Last year in April I posted a couple pics to illustrate a new mount idea
for my brassavolas, and promised to follow up in a year. I had struggled
with these plants for many years and my collectiuon of brassavola
species had shrunken by several plants which had not survived my
conditions. I had planted them in tire crumbs, aliflor, coarse bark,
fine bark mix, in clay, plastic, and slotted pots. I had originally
tried them mounted, but my conditions were too dry and I was unable to
mist them often enough. Nothing worked well.

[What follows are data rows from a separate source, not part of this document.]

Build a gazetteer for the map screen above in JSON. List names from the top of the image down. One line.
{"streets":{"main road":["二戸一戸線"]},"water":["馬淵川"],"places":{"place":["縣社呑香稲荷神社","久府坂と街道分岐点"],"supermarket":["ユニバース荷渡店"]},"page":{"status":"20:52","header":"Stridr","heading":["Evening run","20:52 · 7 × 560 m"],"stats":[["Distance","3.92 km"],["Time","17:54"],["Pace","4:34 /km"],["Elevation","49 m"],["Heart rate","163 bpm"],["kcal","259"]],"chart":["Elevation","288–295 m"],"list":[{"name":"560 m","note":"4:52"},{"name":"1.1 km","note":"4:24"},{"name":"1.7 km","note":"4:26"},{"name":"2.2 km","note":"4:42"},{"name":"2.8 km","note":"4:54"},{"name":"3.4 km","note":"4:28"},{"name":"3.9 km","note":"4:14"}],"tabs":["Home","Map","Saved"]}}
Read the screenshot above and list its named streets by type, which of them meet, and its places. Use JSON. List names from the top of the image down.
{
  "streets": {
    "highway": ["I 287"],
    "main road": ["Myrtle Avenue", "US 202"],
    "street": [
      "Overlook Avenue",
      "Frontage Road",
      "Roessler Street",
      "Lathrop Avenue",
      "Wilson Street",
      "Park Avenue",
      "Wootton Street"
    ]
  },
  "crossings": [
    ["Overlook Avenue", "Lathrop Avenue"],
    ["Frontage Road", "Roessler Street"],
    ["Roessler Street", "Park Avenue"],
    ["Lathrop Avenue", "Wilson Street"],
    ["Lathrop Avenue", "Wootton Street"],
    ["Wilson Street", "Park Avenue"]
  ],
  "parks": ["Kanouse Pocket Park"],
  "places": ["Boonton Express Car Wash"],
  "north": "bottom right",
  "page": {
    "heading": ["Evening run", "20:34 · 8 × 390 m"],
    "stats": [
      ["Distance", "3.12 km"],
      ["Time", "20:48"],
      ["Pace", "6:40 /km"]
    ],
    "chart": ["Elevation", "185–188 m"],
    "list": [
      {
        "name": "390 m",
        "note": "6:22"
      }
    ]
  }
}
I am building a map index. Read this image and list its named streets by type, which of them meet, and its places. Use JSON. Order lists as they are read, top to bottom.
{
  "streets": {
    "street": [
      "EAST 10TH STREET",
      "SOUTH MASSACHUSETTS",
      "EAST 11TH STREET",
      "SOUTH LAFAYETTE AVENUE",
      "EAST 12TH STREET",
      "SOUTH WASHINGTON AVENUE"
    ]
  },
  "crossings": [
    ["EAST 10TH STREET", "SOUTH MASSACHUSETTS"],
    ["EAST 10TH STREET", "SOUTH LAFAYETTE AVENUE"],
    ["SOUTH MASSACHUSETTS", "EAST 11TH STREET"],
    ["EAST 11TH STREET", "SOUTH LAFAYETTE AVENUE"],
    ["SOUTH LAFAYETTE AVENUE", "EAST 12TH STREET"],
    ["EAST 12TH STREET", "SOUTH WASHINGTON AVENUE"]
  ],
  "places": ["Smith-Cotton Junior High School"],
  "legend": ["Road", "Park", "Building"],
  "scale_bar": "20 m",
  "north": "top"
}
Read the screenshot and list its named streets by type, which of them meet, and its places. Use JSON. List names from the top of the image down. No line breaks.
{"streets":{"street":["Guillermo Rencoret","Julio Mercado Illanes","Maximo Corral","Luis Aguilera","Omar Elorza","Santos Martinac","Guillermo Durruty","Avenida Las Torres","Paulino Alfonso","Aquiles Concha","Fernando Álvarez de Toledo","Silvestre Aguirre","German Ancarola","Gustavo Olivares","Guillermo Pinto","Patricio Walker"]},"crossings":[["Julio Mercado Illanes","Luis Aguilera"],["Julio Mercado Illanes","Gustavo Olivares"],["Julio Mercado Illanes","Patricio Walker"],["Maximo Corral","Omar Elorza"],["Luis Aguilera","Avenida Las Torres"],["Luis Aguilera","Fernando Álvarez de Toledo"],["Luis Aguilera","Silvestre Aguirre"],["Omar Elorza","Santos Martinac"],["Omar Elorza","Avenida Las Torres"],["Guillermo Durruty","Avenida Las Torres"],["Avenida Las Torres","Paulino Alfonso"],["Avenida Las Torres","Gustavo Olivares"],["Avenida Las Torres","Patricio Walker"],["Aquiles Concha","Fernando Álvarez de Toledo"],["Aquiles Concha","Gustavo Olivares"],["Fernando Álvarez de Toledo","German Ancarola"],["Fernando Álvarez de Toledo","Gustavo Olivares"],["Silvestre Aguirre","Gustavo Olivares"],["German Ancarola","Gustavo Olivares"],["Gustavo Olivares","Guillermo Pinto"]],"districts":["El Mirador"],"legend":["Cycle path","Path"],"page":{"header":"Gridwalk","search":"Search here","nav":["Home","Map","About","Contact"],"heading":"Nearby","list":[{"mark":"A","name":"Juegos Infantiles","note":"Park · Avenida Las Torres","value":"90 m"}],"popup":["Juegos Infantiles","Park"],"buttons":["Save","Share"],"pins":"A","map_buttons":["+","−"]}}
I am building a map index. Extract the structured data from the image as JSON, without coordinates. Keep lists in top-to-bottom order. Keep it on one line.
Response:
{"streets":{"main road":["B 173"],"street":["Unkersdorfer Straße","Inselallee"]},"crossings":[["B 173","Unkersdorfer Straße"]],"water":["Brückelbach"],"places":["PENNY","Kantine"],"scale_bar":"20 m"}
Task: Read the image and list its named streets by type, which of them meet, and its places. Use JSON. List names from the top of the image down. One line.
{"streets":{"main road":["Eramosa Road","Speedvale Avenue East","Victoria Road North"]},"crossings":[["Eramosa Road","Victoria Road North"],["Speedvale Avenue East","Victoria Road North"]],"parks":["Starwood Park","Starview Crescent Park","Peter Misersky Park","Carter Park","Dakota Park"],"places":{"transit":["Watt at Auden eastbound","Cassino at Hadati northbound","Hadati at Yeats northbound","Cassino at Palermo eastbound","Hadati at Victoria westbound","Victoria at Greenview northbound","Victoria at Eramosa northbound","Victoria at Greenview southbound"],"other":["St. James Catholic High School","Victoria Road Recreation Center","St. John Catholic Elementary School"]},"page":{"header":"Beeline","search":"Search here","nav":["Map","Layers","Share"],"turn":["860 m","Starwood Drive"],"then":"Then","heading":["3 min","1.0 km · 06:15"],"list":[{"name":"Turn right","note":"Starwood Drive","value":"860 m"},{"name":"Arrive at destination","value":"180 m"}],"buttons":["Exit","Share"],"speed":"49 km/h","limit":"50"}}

So,once I had a greenhouse
built, one of the projects I turned to was experimenting with the
mounting of appropriate plants, including the brassavolas. I was looking
for some sort of mount which would hold a bit of moisture for a short
time and quickly dry. As I mulled this over, sitting on the back porch
petting the dogs, my eyes fell on a broken 16" clay pot sitting beside
the greenhouse door. It had held a large philodendron house plant before
breaking and had since been filled with the other, smaller broken clay
pots and pieces. It suddenly struck me that this was exactly what I had
been looking for. I mounted the brassavolas to pieces of cleaned,
disinfected broken terra cotta pots with wire and they get misted at
least once, and most often twice, a day, with the vandas and other
mounted plants. I have also moved some tillandsia bromeliads onto such
mounts.

Here are two pics of the results a year later. The nodosa has bloomed
before, twice in ten years, with a maximum of three flowers. The
perrinii has bloomed also twice in ten years.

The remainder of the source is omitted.